AH: It’s as if from the chaos of images, some sort of redemption of our schizophrenia was made possible; trying to overcome the syndrome of the story within a story, within a story... without beginning or end, like an endless loop. Another way to look at it is as visual palimpsest or layered field for a fragmented and delayed vision: something to be seen or witnessed has been decentred in favour of unexpected apparitions and forgotten landscapes, where whisperings resist the orders. I like to think of the viewer as a dwelling eye and the film as a dismembered body, to be reincorporated to the falsely random and objective act of seeing.

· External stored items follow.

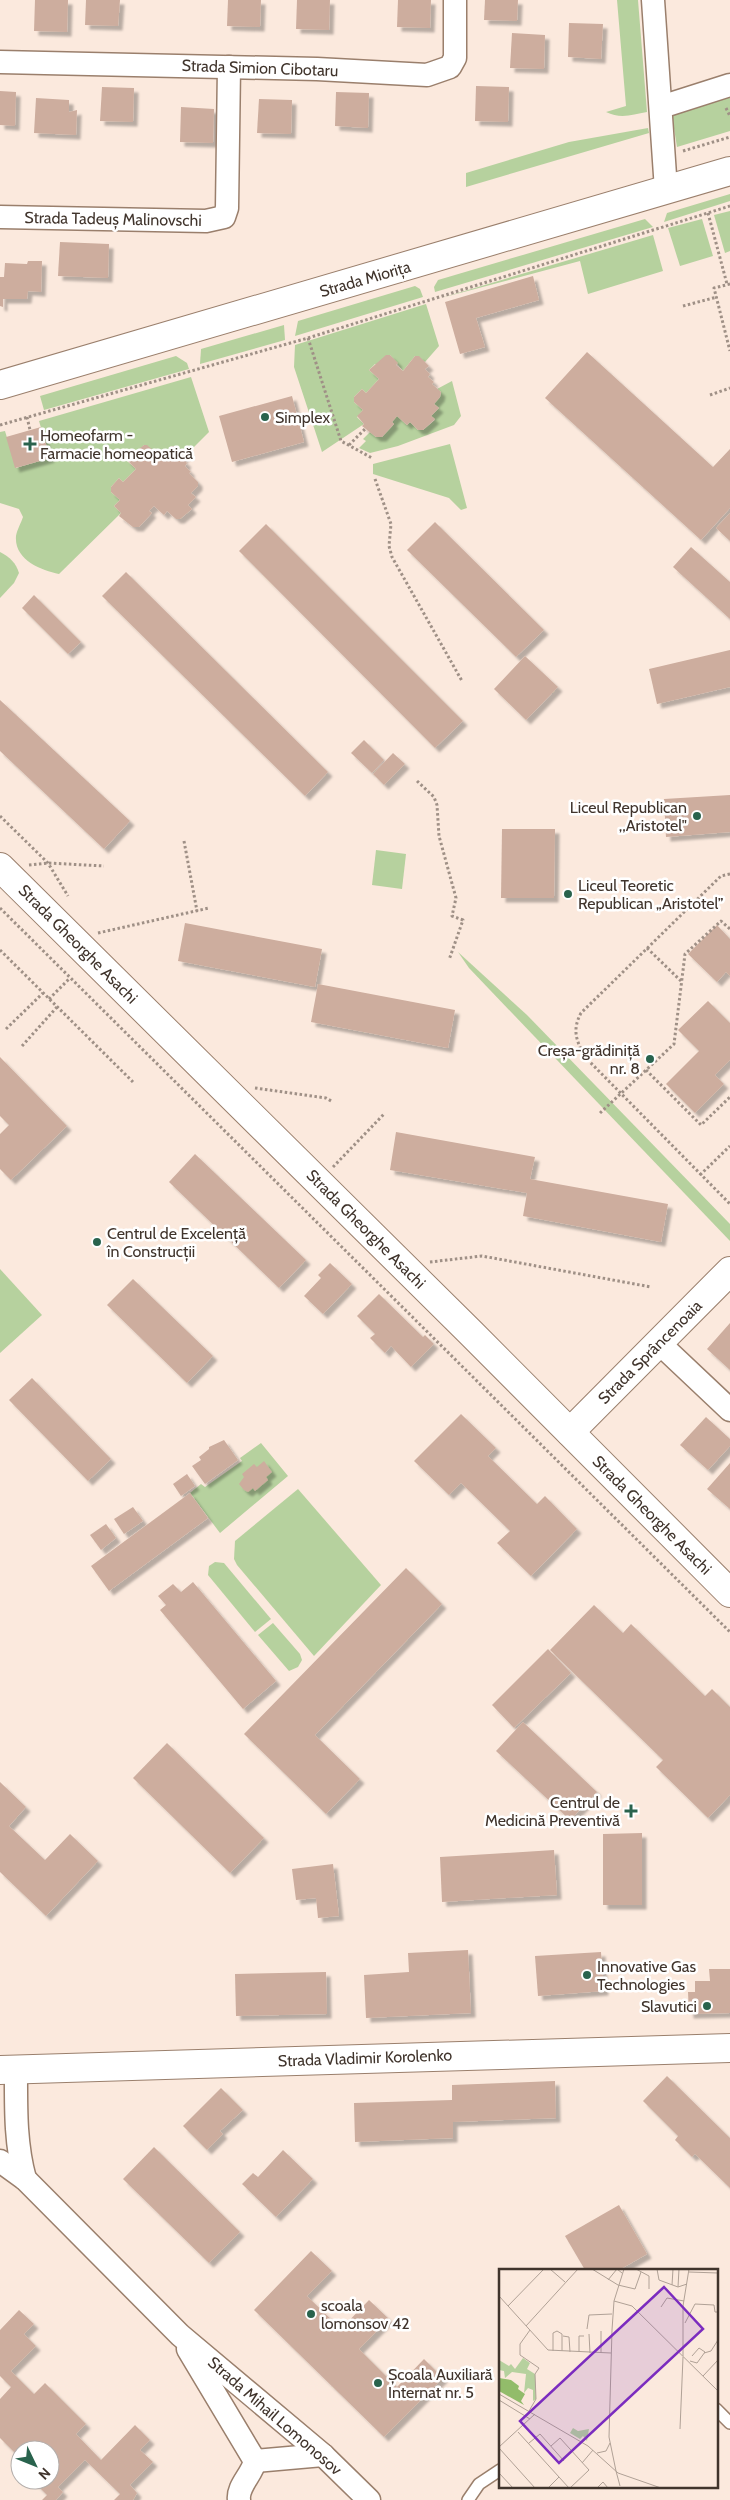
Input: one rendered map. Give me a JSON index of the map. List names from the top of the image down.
{
  "streets": {
    "main road": [
      "Strada Miorița",
      "Strada Gheorghe Asachi",
      "Strada Sprâncenoaia",
      "Strada Vladimir Korolenko"
    ],
    "street": ["Strada Simion Cibotaru", "Strada Tadeuș Malinovschi", "Strada Mihail Lomonosov"]
  },
  "crossings": [
    ["Strada Simion Cibotaru", "Strada Tadeuș Malinovschi"],
    ["Strada Gheorghe Asachi", "Strada Sprâncenoaia"]
  ],
  "places": {
    "other": [
      "Simplex",
      "Liceul Republican ,,Aristotel\"",
      "Liceul Teoretic Republican „Aristotel”",
      "Creșa-grădiniță nr. 8",
      "Centrul de Excelență în Construcții",
      "Innovative Gas Technologies",
      "Slavutici",
      "scoala lomonsov 42",
      "Școala Auxiliară Internat nr. 5"
    ],
    "health": ["Homeofarm - Farmacie homeopatică", "Centrul de Medicină Preventivă"]
  },
  "north": "bottom right"
}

That’s the whole instability.
MM: You seem to diminish your ties with the short-term expectations and the temporalities of a marketed art scene (“Iranian contemporary art” currency let’s say) while your work reveals itself piece by piece, as a nomadic puzzle, in its own ecological process, submitted to change, transposition and acclimatisation.
AH: That’s the least you could say. In reaction to what I consider a “bureaucratic Middle Eastern art”, I would never compromise with cheap identity politics or fantasize my own “exile” condition. Subjected to the constant clash with state ideology or “official” narratives, my practice early on shifted from the documentary image (I had the chance to study with documentary photographers like Kaveh Golestan and Bahman Jalali) to multiple sites of counter-narratives, including in the way I position myself. Living in globalized, neoliberal and hallucinated cites makes identity politics more complex than who you are supposed to be for a market or infrastructure. It’s the micropolitics of how we survive in the age of digital knowledge and transitory politics that matter overall.